Entries shown.
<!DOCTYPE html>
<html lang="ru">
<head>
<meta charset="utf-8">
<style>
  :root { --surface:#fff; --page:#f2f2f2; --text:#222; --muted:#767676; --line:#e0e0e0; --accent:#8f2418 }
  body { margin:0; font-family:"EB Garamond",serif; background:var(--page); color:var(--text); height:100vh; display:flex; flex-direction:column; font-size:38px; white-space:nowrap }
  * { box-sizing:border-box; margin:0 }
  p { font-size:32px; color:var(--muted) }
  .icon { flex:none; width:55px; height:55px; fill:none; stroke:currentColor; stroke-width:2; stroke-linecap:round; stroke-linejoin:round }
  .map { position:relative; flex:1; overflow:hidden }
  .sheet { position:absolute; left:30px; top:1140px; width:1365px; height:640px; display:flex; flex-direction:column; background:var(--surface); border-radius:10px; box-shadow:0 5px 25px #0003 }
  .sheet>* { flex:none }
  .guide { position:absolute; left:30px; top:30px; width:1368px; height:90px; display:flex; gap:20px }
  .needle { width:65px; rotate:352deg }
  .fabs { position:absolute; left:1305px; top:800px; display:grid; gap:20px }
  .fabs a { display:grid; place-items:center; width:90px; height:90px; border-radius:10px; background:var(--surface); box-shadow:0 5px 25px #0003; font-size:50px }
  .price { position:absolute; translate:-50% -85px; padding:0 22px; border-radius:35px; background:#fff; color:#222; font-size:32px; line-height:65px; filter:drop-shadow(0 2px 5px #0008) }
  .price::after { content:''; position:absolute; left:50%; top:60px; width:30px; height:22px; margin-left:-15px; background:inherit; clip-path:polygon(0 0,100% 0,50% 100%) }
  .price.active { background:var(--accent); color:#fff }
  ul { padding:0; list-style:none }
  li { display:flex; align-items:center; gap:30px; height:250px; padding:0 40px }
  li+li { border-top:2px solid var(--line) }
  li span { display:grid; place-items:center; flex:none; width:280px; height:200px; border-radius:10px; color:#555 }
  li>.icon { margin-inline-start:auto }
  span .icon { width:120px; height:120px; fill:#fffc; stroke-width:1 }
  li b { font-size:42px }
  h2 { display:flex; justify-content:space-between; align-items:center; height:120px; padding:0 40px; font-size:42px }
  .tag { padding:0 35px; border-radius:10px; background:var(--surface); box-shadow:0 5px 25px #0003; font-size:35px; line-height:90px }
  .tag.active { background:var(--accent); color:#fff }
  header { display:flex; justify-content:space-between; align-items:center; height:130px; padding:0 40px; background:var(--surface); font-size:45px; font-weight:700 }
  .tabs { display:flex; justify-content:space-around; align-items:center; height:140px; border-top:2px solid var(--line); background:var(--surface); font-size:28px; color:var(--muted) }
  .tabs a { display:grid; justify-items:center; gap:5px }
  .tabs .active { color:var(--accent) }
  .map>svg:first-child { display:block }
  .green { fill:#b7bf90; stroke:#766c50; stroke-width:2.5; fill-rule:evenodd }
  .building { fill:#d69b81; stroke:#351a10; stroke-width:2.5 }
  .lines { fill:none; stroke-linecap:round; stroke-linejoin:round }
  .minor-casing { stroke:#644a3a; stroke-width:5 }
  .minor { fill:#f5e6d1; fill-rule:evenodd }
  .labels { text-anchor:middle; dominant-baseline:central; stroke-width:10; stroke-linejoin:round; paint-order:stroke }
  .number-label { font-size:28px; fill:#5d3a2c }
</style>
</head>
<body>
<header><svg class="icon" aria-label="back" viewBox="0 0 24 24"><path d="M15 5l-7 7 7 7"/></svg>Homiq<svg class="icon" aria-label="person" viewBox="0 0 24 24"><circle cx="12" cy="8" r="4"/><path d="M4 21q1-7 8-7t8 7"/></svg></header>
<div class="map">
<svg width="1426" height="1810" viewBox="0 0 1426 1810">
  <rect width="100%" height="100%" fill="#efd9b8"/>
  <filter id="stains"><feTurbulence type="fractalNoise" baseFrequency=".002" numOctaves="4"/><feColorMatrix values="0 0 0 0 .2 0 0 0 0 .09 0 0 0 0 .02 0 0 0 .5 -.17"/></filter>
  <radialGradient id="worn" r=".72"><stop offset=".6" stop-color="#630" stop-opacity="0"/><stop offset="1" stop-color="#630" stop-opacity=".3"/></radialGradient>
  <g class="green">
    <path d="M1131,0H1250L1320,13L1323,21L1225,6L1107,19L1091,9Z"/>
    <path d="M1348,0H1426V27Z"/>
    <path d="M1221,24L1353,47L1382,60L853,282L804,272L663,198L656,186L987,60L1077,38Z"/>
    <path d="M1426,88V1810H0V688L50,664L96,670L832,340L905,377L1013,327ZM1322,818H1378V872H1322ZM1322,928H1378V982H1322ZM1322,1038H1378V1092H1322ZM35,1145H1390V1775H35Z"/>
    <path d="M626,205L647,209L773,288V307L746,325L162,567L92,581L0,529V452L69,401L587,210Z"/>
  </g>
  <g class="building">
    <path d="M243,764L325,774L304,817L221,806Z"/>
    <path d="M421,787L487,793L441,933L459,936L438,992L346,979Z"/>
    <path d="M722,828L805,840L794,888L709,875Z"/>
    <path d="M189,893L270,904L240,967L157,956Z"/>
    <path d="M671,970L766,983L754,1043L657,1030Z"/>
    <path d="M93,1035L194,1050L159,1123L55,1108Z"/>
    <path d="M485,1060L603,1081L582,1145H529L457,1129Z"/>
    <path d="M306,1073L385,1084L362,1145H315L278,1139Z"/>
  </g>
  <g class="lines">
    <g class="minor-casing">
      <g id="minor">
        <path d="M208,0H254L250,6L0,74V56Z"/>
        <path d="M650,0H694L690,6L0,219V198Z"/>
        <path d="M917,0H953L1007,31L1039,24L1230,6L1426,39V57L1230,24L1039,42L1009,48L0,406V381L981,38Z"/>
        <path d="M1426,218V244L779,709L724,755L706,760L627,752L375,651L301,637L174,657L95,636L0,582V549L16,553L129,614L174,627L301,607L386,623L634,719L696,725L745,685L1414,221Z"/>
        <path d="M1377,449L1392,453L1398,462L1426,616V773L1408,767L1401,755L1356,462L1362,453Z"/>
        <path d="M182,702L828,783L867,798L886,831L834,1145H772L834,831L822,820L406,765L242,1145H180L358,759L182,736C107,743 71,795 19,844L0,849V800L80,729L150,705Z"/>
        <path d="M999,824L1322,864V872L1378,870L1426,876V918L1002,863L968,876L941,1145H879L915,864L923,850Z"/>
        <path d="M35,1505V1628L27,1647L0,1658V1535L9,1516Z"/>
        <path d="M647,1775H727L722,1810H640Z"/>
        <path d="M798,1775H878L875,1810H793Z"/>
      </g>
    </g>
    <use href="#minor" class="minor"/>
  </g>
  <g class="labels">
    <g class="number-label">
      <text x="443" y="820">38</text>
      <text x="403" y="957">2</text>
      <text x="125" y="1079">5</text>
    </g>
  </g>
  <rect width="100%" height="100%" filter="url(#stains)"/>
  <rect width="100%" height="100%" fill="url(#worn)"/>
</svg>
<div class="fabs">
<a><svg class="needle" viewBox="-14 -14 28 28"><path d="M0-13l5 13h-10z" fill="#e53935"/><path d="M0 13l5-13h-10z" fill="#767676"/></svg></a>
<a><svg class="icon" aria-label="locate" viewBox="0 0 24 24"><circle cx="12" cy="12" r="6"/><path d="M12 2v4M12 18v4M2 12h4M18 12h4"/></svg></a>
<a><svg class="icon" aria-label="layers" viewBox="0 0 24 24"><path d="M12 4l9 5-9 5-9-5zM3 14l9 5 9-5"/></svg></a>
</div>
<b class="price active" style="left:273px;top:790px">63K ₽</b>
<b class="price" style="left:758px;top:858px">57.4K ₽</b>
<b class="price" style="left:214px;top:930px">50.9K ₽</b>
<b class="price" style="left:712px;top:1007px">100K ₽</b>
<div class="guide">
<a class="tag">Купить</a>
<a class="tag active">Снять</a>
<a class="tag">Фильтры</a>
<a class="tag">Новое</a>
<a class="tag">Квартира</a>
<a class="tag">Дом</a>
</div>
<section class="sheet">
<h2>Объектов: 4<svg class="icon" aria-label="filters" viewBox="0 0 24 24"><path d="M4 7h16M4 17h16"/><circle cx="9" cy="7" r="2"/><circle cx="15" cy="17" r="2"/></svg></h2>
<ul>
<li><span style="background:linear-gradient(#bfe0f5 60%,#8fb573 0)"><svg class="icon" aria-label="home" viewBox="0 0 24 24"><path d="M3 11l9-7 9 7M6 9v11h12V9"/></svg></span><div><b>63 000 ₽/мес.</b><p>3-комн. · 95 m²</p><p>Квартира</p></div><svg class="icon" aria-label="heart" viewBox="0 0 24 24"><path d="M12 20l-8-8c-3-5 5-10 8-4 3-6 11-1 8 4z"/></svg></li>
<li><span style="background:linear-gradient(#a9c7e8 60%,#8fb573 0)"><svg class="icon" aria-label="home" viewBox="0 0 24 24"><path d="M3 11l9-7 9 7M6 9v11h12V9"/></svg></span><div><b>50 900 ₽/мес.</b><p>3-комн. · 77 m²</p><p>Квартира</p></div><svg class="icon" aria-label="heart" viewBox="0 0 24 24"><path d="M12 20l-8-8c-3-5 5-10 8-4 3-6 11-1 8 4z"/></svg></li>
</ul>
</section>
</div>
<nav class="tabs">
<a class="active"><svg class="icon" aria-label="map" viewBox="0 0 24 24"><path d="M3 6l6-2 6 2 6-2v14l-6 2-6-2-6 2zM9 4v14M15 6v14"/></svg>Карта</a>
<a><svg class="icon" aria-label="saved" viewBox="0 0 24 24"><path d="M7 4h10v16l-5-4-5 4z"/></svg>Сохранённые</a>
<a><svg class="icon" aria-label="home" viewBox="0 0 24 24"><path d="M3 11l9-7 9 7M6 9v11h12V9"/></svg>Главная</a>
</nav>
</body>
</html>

Work to complete. Set down verbatim only the lines between the start of the data above and the line with "--surface:#fff; --page:#f2f2f2; --text:#222;", both boundaries included.

Result for this exercise.
<!DOCTYPE html>
<html lang="ru">
<head>
<meta charset="utf-8">
<style>
  :root { --surface:#fff; --page:#f2f2f2; --text:#222; --muted:#767676; --line:#e0e0e0; --accent:#8f2418 }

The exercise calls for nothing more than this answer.